The Republicans’ advantage on most issues is an indication of the currently favorable political environment for the party. Of particular note is the parity between the two parties on healthcare, an issue on which Americans historically have viewed the Democrats as superior.
A similar USA Today/Gallup poll conducted in October 2006, just prior to Democrats’ major gains in that fall’s elections, highlights the potential implications of these findings. That poll, which includes several issues measured in the current survey, found the Democrats leading on all eight issues tested at that time, including some usual Republican strengths like terrorism and moral values.
With Republicans now having the advantage on most issues, the party may be poised to make major gains in congressional seats, just as the Democrats did in 2006. Indeed, Gallup tracking of registered voters’ preferences in the 2010 generic ballot for Congress continues to find the Republicans ahead of the Democrats, as it has for the past five weeks.

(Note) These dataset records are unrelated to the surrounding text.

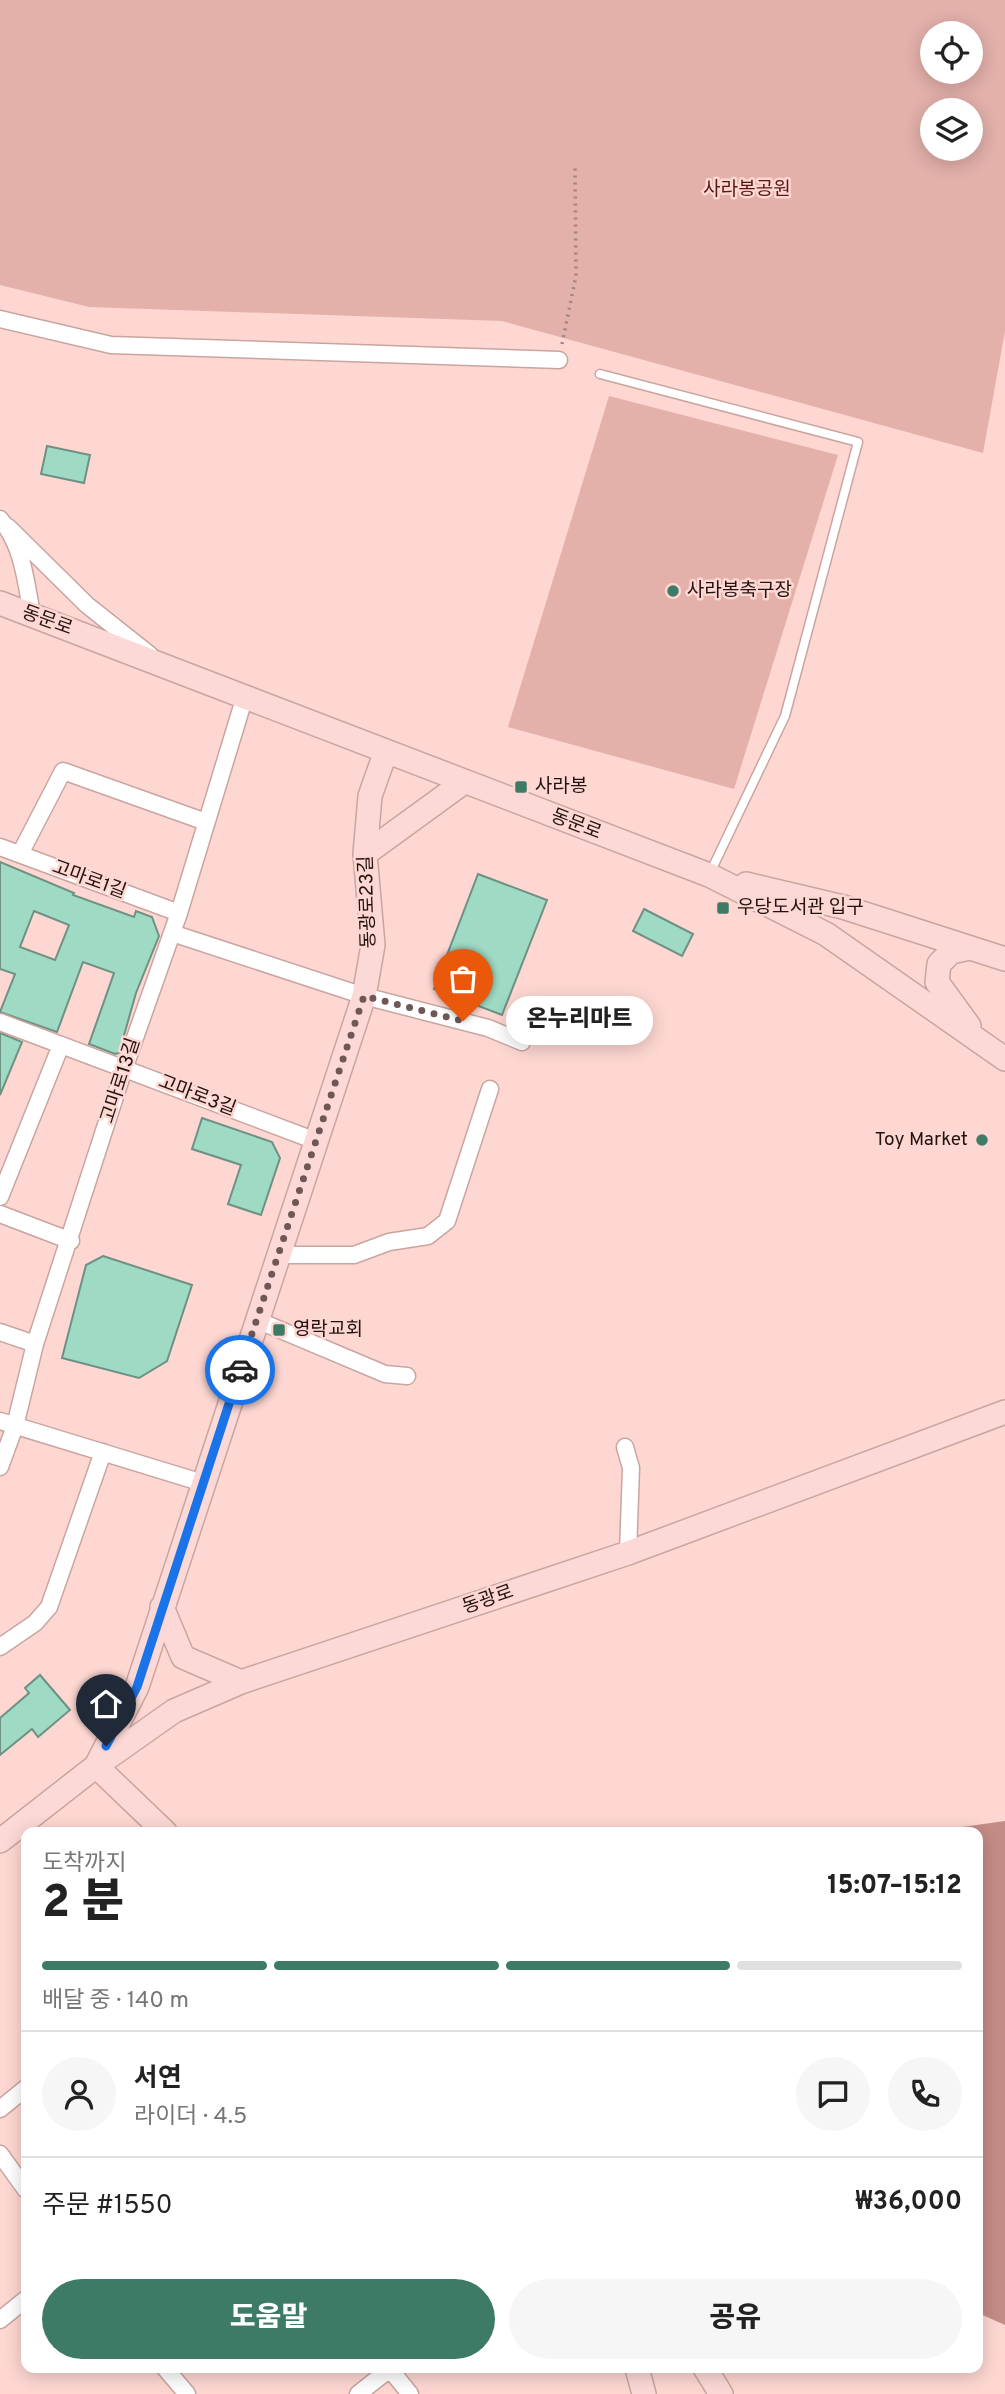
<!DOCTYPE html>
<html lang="ko">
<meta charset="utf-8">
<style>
:root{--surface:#fff;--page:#f6f6f6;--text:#222;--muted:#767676;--line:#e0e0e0;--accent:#3e7b66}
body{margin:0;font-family:Overpass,"Noto Sans KR",sans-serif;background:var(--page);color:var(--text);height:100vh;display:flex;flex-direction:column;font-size:26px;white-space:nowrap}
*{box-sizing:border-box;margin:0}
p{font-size:23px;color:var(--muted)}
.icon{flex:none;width:38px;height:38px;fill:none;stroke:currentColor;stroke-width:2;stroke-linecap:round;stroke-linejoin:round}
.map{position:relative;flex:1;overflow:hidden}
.drawer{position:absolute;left:21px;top:1827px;width:962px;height:546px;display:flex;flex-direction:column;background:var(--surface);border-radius:14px;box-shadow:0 4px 18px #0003}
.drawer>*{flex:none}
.controls{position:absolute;left:920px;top:21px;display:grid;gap:14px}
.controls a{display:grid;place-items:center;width:63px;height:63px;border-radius:50%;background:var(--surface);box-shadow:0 4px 18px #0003;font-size:35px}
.pin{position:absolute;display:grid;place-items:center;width:60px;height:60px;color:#fff;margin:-72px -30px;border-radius:50% 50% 50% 0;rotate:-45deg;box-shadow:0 0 7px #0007}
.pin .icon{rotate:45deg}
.courier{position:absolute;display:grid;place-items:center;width:70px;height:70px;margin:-35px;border:5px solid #1a73e8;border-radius:50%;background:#fff;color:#222;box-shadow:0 2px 9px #0007}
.bubble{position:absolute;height:49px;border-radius:24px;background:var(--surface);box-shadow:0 4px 18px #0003;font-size:23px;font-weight:800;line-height:49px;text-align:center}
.head em{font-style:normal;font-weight:800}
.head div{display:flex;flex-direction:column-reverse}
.head{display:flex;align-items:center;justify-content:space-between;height:119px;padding:0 21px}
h1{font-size:46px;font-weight:800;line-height:52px}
.bar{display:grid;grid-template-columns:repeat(4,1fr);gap:10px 7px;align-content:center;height:84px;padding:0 21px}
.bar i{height:9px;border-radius:5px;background:var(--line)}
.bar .active{background:var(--accent)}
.bar p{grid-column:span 4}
.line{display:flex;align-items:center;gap:18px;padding:0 21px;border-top:2px solid var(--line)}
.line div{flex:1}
.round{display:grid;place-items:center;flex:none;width:74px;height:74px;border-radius:37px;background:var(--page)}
.primary-button{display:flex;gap:14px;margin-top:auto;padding:14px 21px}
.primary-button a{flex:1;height:80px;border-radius:42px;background:var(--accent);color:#fff;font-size:28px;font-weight:800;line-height:80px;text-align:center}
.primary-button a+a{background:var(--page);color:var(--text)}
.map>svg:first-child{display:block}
</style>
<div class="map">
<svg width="1005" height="2394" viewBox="0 0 1005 2394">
<rect width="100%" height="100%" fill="#fed7d2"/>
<path fill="#e3b0aa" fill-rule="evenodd" d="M 0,0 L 1005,0 L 1005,331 L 983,453 L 502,321 L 89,307 L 0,285 ZM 933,33 L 971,33 L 971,72 L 933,72 ZM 933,110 L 971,110 L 971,149 L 933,149 Z
M 609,396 L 838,455 L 734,789 L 508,727 Z"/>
<path fill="#c48c86" d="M 1005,1821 L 1005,2325 L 978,2313 L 978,1832 L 926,1832 Z"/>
<path fill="#9edac4" stroke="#6e9184" stroke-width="2" fill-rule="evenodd" d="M 47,446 L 90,455 L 84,483 L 41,474 Z
M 0,862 L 74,893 L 73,895 L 134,917 L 136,911 L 152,917 L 159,936 L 136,993 L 119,1053 L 115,1054 L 89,1044 L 114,973 L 83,962 L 57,1032 L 0,1012 L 15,974 L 0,969 ZM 34,911 L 69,925 L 55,960 L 20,947 Z
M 478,874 L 547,900 L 502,1015 L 434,989 Z
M 644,909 L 693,934 L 682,956 L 633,931 Z
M 0,1033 L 22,1042 L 0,1095 Z
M 202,1118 L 272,1142 L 280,1158 L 261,1215 L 228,1204 L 241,1165 L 192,1149 Z
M 103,1256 L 192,1285 L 167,1361 L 139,1378 L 62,1358 L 86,1265 Z
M 40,1675 L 70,1710 L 38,1737 L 32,1729 L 0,1755 L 0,1718 L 29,1693 L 25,1688 Z"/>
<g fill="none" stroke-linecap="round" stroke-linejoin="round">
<defs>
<path id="lane" d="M 600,374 L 858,442 L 785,716 L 710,873"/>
<path id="street" d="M 0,319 L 111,345 L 559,360
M 0,519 C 23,545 26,582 32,615
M 8,527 L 87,605 L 150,655
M 0,847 L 179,913
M 20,854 L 63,771 L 206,822
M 172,933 L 364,996 L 488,1028 L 522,1042
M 0,1022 L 316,1141
M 0,1197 L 61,1045
M 0,1214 L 71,1241
M 278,1255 L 354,1255 L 389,1242 L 428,1236 L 447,1221 L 490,1089
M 257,1320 L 385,1374 L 407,1376
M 0,1332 L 35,1344
M 0,1421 L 203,1483
M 625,1447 L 631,1468 L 628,1553
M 0,1467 L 15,1426 L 35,1344 L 124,1069 L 179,913 L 245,696
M 0,1647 L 35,1623 L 49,1607 L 103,1452
M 0,2109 L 26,2088
M 0,2154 L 26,2190
M 0,2320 L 26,2299
M 165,2368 L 187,2394
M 389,2368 L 410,2394
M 358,2394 L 391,2368"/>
<path id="secondary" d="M 0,603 L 709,875 L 826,934 L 1005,1059
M 365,854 L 464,782
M 746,884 L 843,907 L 1005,959
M 969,1026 L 937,982 L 939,964 L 951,952 L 970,948
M 162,1607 L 183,1657 L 241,1682
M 165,1832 L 96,1766 L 137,1687 L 364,996 L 373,945 L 365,854 L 370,796 L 386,751
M 0,1841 L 96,1766 L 174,1711 L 241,1682 L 628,1553 L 1005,1412
M 637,2368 L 644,2394
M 705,2368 L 721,2394"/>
</defs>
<use href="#lane" stroke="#caa5a0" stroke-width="11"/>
<use href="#street" stroke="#caa5a0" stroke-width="19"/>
<use href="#secondary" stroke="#caa5a0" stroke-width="26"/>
<path stroke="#a08481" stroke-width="3.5" stroke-dasharray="2 5" stroke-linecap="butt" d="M 562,344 L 576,276 L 575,166"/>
<use href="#lane" stroke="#fff" stroke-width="8"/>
<use href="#street" stroke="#fff" stroke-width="16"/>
<use href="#secondary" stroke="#fcd9d6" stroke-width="23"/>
</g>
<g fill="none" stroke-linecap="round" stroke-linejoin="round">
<path stroke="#6e5855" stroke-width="7" stroke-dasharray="0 12.6" d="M 240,1370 L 364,996 L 463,1021"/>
<path stroke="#1a73e8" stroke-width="9" d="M 106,1746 L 137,1687 L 240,1370"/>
</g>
<g fill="#3e7b66" stroke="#fed7d2" stroke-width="2.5">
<circle cx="673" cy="591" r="7"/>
<rect x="514" y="780" width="14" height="14" rx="3.5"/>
<rect x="716" y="901" width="14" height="14" rx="3.5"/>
<circle cx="982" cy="1140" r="7"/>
<rect x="272" y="1323" width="14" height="14" rx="3.5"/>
</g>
<g text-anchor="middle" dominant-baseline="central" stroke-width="5" stroke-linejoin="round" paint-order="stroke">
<g font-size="19" fill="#591614" stroke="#fed7d2">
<text x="747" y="190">사라봉공원</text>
</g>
<g font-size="19" fill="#201311" stroke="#fed7d2" text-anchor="start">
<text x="687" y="591">사라봉축구장</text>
<text x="535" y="787">사라봉</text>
<text x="737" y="908">우당도서관 입구</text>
<text x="968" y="1140" text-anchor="end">Toy Market</text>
<text x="293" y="1330">영락교회</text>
</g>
<g font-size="19" fill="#201311" stroke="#fed7d2">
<text transform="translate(47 621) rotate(20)">동문로</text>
<text transform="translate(576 825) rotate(21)">동문로</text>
<text transform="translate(89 880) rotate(20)">고마로1길</text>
<text transform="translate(368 902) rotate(-92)">동광로23길</text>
<text transform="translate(121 1081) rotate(-72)">고마로13길</text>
<text transform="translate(197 1096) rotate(21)">고마로3길</text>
<text transform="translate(488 1600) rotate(-19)">동광로</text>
</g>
</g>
</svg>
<div class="controls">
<a><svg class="icon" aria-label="locate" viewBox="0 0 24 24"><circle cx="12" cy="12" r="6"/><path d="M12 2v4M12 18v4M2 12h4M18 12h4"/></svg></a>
<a><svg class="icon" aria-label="layers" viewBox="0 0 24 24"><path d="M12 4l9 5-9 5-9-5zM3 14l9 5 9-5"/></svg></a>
</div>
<div class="pin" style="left:463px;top:1021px;background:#ea580c"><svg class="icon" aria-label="bag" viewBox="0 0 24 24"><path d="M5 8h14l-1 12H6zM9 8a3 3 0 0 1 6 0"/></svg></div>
<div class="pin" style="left:106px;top:1746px;background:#1f2937"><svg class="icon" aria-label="home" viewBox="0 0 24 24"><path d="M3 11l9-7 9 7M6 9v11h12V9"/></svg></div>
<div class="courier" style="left:240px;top:1370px"><svg class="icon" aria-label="car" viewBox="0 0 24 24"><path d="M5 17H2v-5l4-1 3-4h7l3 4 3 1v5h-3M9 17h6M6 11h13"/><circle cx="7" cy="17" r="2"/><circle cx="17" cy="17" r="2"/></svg></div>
<div class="bubble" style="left:506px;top:996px;width:147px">온누리마트</div>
<section class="drawer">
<div class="head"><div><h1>2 분</h1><p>도착까지</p></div><em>15:07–15:12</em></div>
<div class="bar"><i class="active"></i><i class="active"></i><i class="active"></i><i></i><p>배달 중 · 140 m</p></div>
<div class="line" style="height:126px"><a class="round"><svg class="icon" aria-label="person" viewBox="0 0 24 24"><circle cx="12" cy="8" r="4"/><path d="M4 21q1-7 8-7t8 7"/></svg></a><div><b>서연</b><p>라이더 · 4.5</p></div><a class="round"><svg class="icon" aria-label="chat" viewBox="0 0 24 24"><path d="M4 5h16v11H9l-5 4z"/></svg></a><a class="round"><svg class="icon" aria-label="phone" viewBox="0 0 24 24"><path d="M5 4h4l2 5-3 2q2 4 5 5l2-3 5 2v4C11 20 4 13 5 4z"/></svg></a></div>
<div class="line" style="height:91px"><div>주문 #1550</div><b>₩36,000</b></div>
<div class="primary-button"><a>도움말</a><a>공유</a></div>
</section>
</div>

Republicans’ perceptual advantage on most key election issues reinforces the party’s advantageous positioning heading into the stretch run of the 2010 election campaign. It is not clear whether Americans give the Republicans the edge on these issues because they have confidence in the GOP to make progress in addressing the major problems facing the country, or whether the ratings have more to do with the public’s frustration with the incumbent Democratic Party’s performance to date.
The Democrats’ hopes for improving their fortunes may hinge on convincing voters they have superior plans for jump-starting the economy, the issue of uppermost importance in Americans’ minds. That could be tough to do when, after nearly 20 months of Democratic leadership in Congress and the White House, Americans’ opinions of the economy remain negative and have become more pessimistic in recent weeks.